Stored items

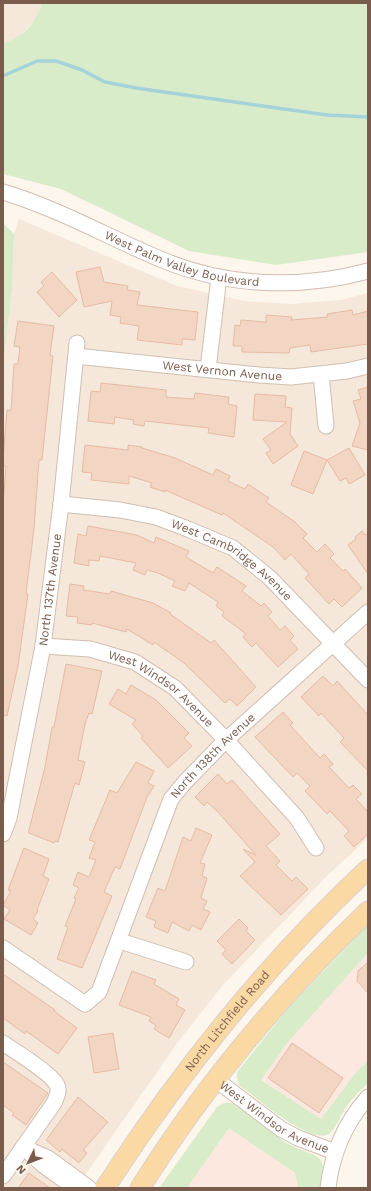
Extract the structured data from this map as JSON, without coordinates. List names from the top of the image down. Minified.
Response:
{"streets":{"main road":["North Litchfield Road"],"street":["West Palm Valley Boulevard","West Vernon Avenue","West Cambridge Avenue","North 137th Avenue","West Windsor Avenue","North 138th Avenue"]},"crossings":[["West Vernon Avenue","North 137th Avenue"],["West Cambridge Avenue","North 137th Avenue"],["West Cambridge Avenue","North 138th Avenue"],["North 137th Avenue","West Windsor Avenue"],["West Windsor Avenue","North 138th Avenue"]],"north":"bottom left"}
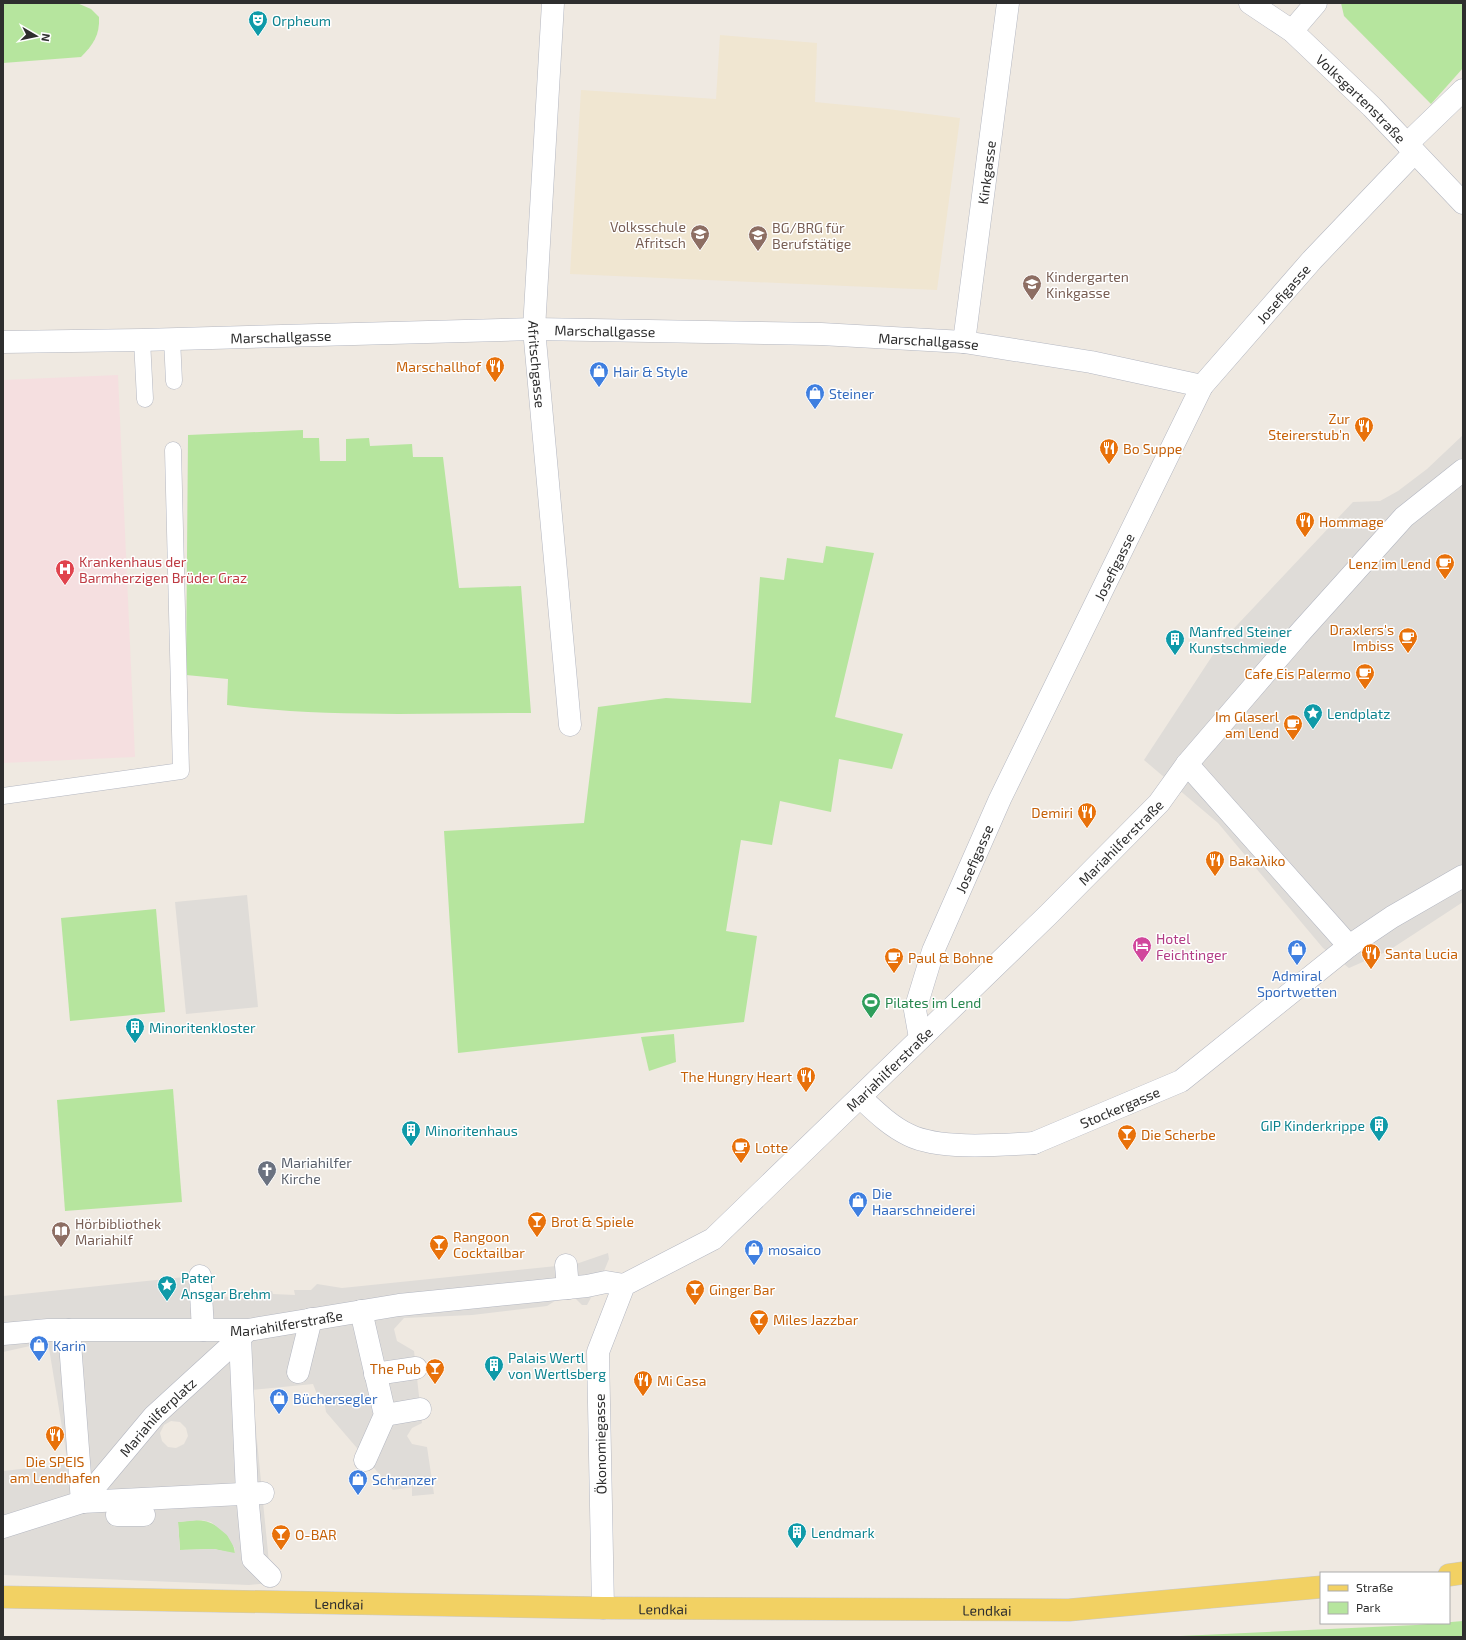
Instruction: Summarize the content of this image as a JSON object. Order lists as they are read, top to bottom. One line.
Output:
{"streets":{"main road":["Lendkai"],"street":["Volksgartenstraße","Kinkgasse","Josefigasse","Marschallgasse","Afritschgasse","Mariahilferstraße","Stockergasse","Mariahilferplatz","Ökonomiegasse"]},"crossings":[["Volksgartenstraße","Josefigasse"],["Kinkgasse","Marschallgasse"],["Josefigasse","Marschallgasse"],["Josefigasse","Mariahilferstraße"],["Marschallgasse","Afritschgasse"],["Mariahilferstraße","Stockergasse"],["Mariahilferstraße","Mariahilferplatz"],["Mariahilferstraße","Ökonomiegasse"],["Ökonomiegasse","Lendkai"]],"places":{"theatre":["Orpheum"],"school or university":["Volksschule Afritsch","BG/BRG für Berufstätige","Kindergarten Kinkgasse"],"restaurant":["Marschallhof","Zur Steirerstub'n","Bo Suppe","Hommage","Demiri","Bakaλiko","Santa Lucia","The Hungry Heart","Mi Casa","Die SPEIS am Lendhafen"],"shop":["Hair & Style","Steiner","Admiral Sportwetten","Die Haarschneiderei","mosaico","Karin","Büchersegler","Schranzer"],"cafe":["Lenz im Lend","Draxlers's Imbiss","Cafe Eis Palermo","Im Glaserl am Lend","Paul & Bohne","Lotte"],"hospital":["Krankenhaus der Barmherzigen Brüder Graz"],"building":["Manfred Steiner Kunstschmiede","Minoritenkloster","GIP Kinderkrippe","Minoritenhaus","Palais Wertl von Wertlsberg","Lendmark"],"place":["Lendplatz","Pater Ansgar Brehm"],"hotel":["Hotel Feichtinger"],"sports":["Pilates im Lend"],"bar":["Die Scherbe","Brot & Spiele","Rangoon Cocktailbar","Ginger Bar","Miles Jazzbar","The Pub","O-BAR"],"church":["Mariahilfer Kirche"],"library":["Hörbibliothek Mariahilf"]},"legend":["Straße","Park"],"north":"right"}
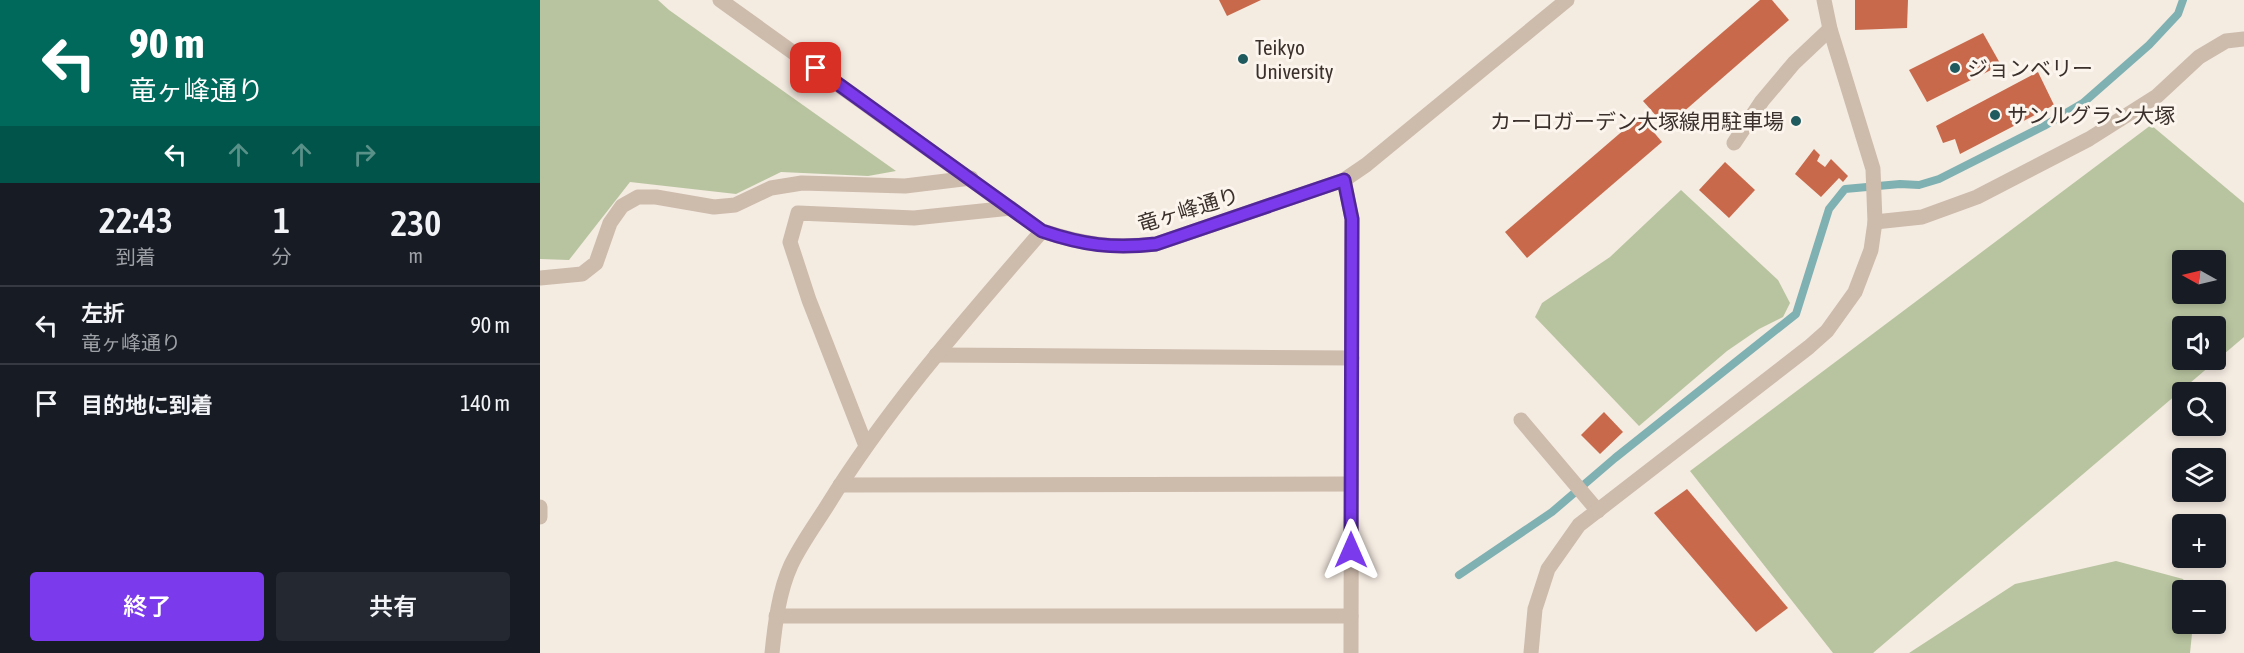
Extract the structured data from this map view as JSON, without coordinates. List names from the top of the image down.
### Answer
{
  "streets": {
    "street": ["竜ヶ峰通り"]
  },
  "places": [
    "Teikyo University",
    "ジョンベリー",
    "サンルグラン大塚",
    "カーロガーデン大塚線用駐車場"
  ],
  "north": "left",
  "page": {
    "turn": ["90 m", "竜ヶ峰通り"],
    "eta": [
      "22:43",
      "到着",
      "1",
      "分",
      "230",
      "m"
    ],
    "map_buttons": ["+", "−"],
    "list": [
      {
        "name": "左折",
        "note": "竜ヶ峰通り",
        "value": "90 m"
      },
      {
        "name": "目的地に到着",
        "value": "140 m"
      }
    ],
    "buttons": ["終了", "共有"]
  }
}
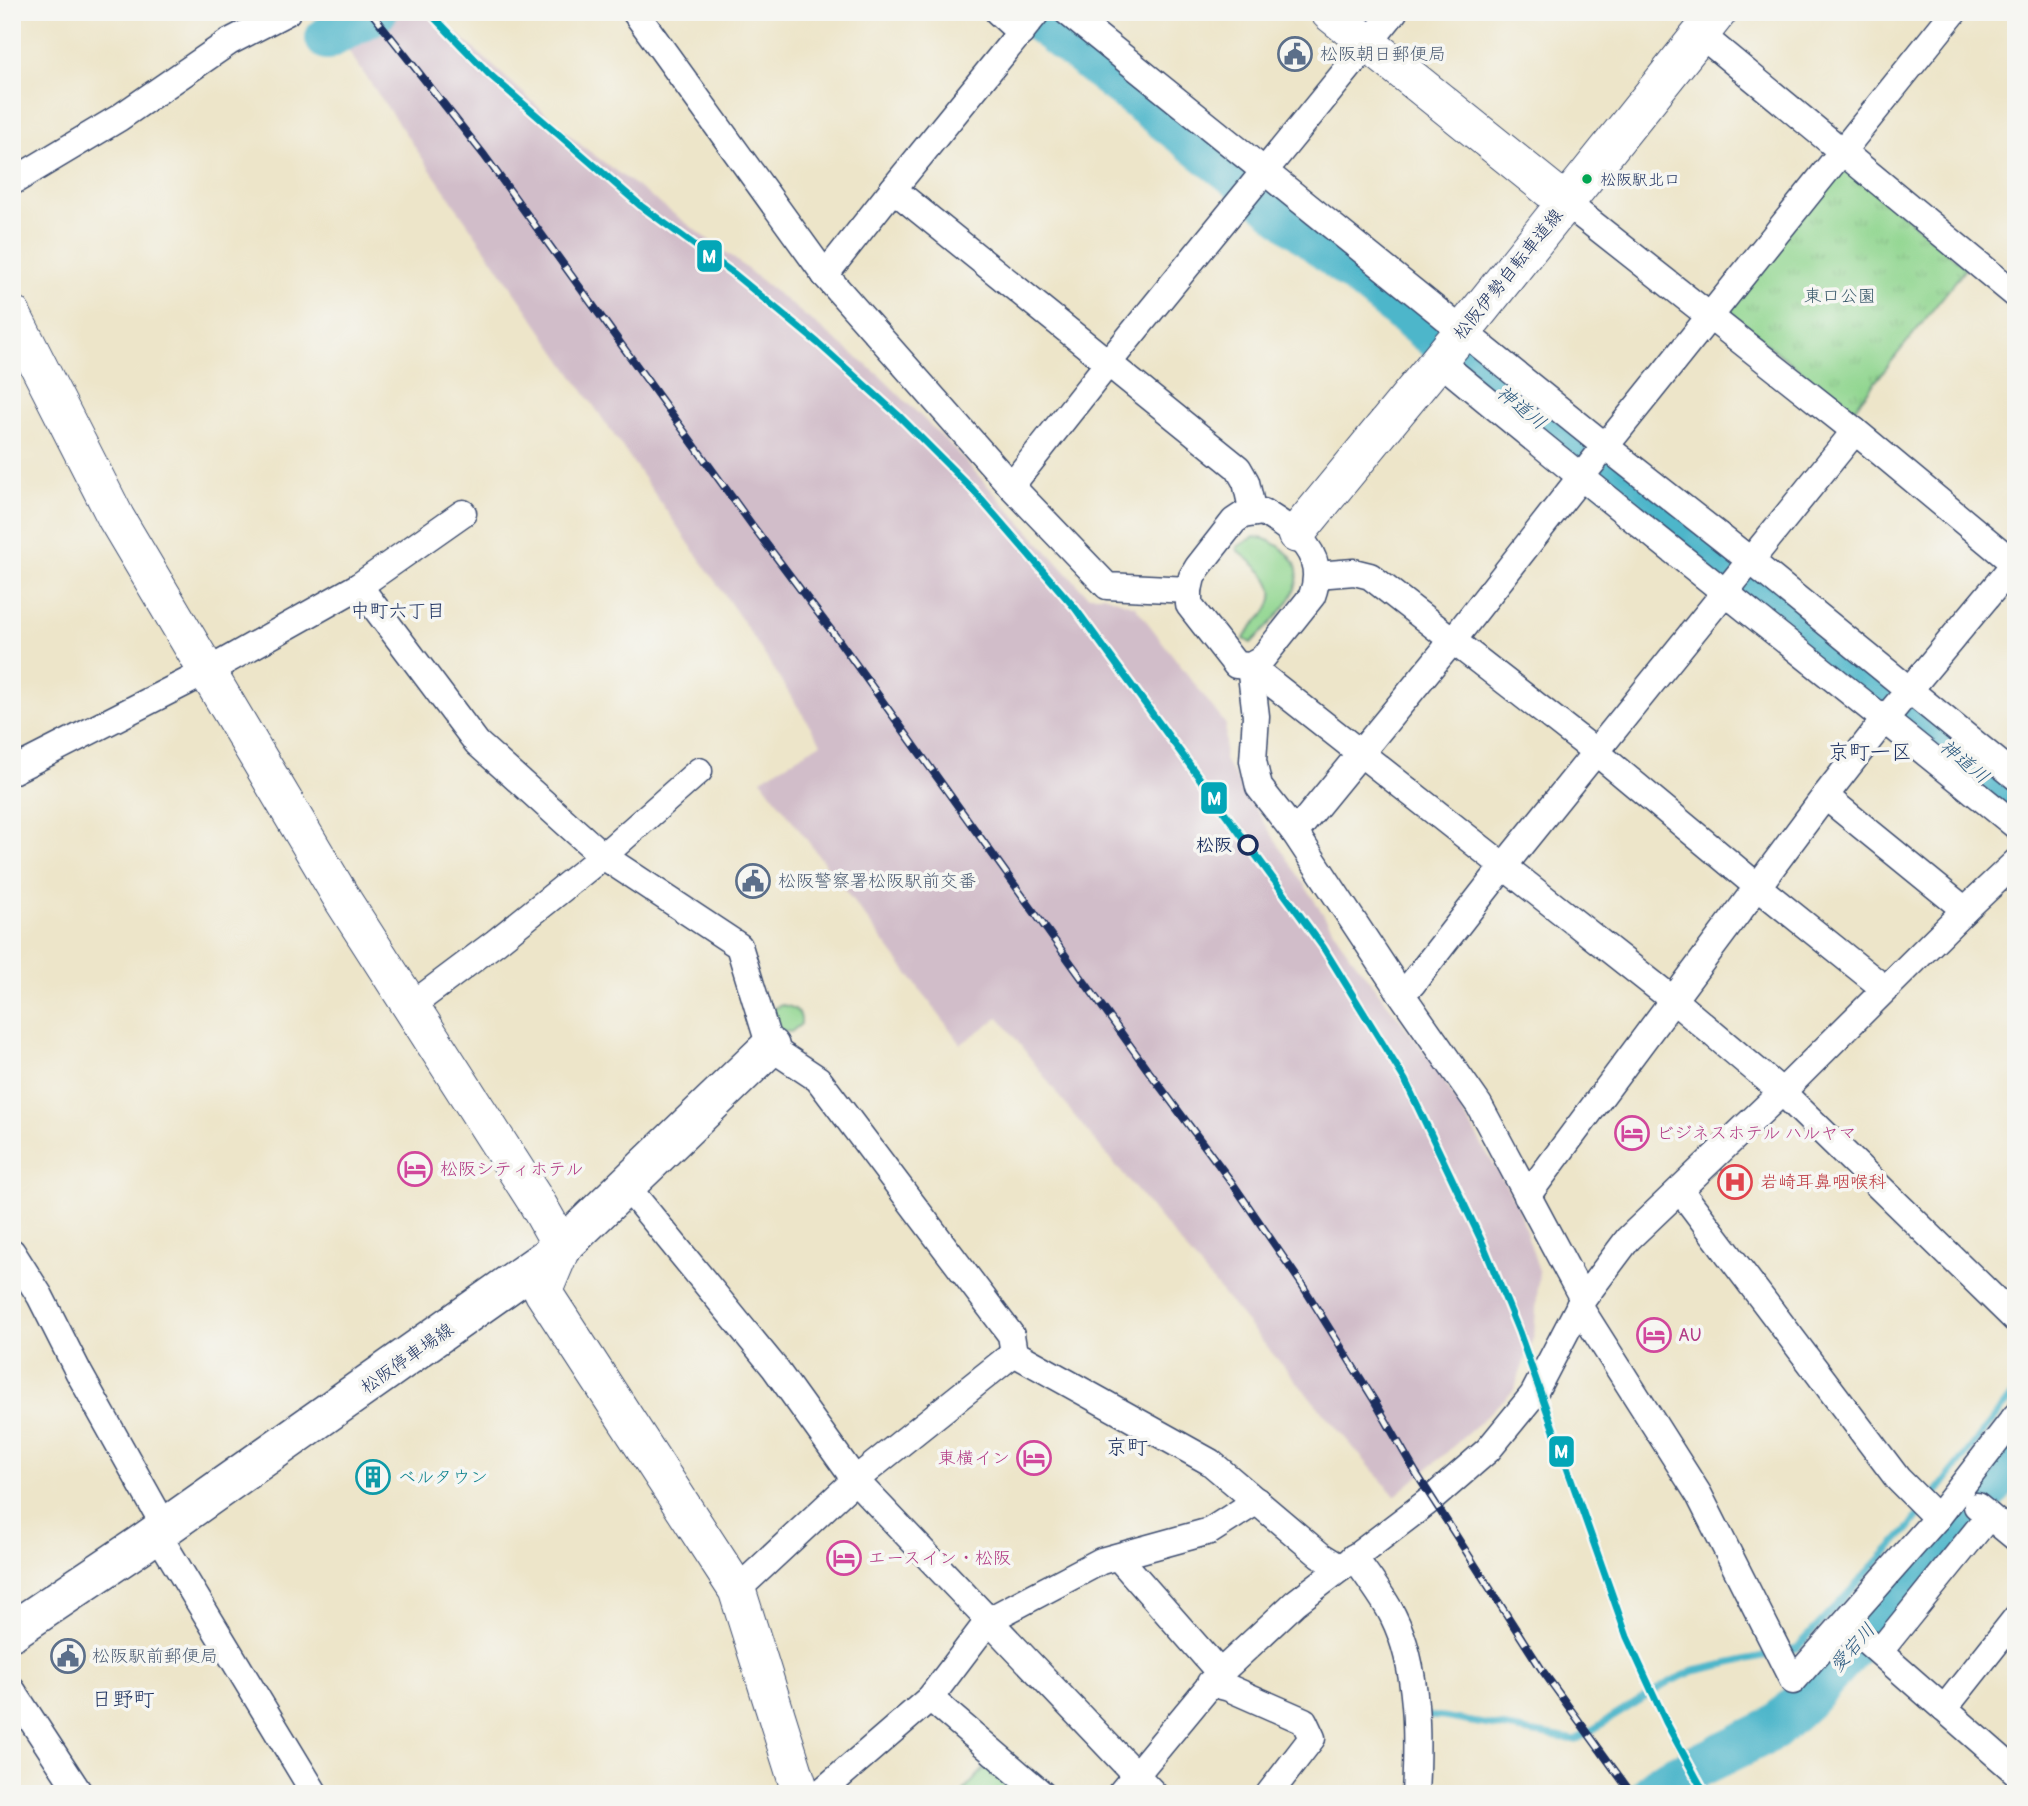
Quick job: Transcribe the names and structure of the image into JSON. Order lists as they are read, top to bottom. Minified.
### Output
{"streets":{"main road":["松阪停車場線"],"street":["松阪伊勢自転車道線"]},"districts":["中町六丁目","京町一区","京町","日野町"],"water":["神道川","愛宕川"],"parks":["東口公園"],"places":{"public building":["松阪朝日郵便局","松阪警察署松阪駅前交番","松阪駅前郵便局"],"other":["松阪駅北口","松阪"],"hotel":["ビジネスホテル ハルヤマ","松阪シティホテル","AU","東横イン","エースイン・松阪"],"hospital":["岩崎耳鼻咽喉科"],"building":["ベルタウン"]},"lines":["transit line M"]}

**Work item:**
For each line of the entries that includes "Extract", show that line.

**Solution for this task:**
Extract the structured data from this map as JSON, without coordinates. List names from the top of the image down. Minified.
Extract the structured data from this map view as JSON, without coordinates. List names from the top of the image down.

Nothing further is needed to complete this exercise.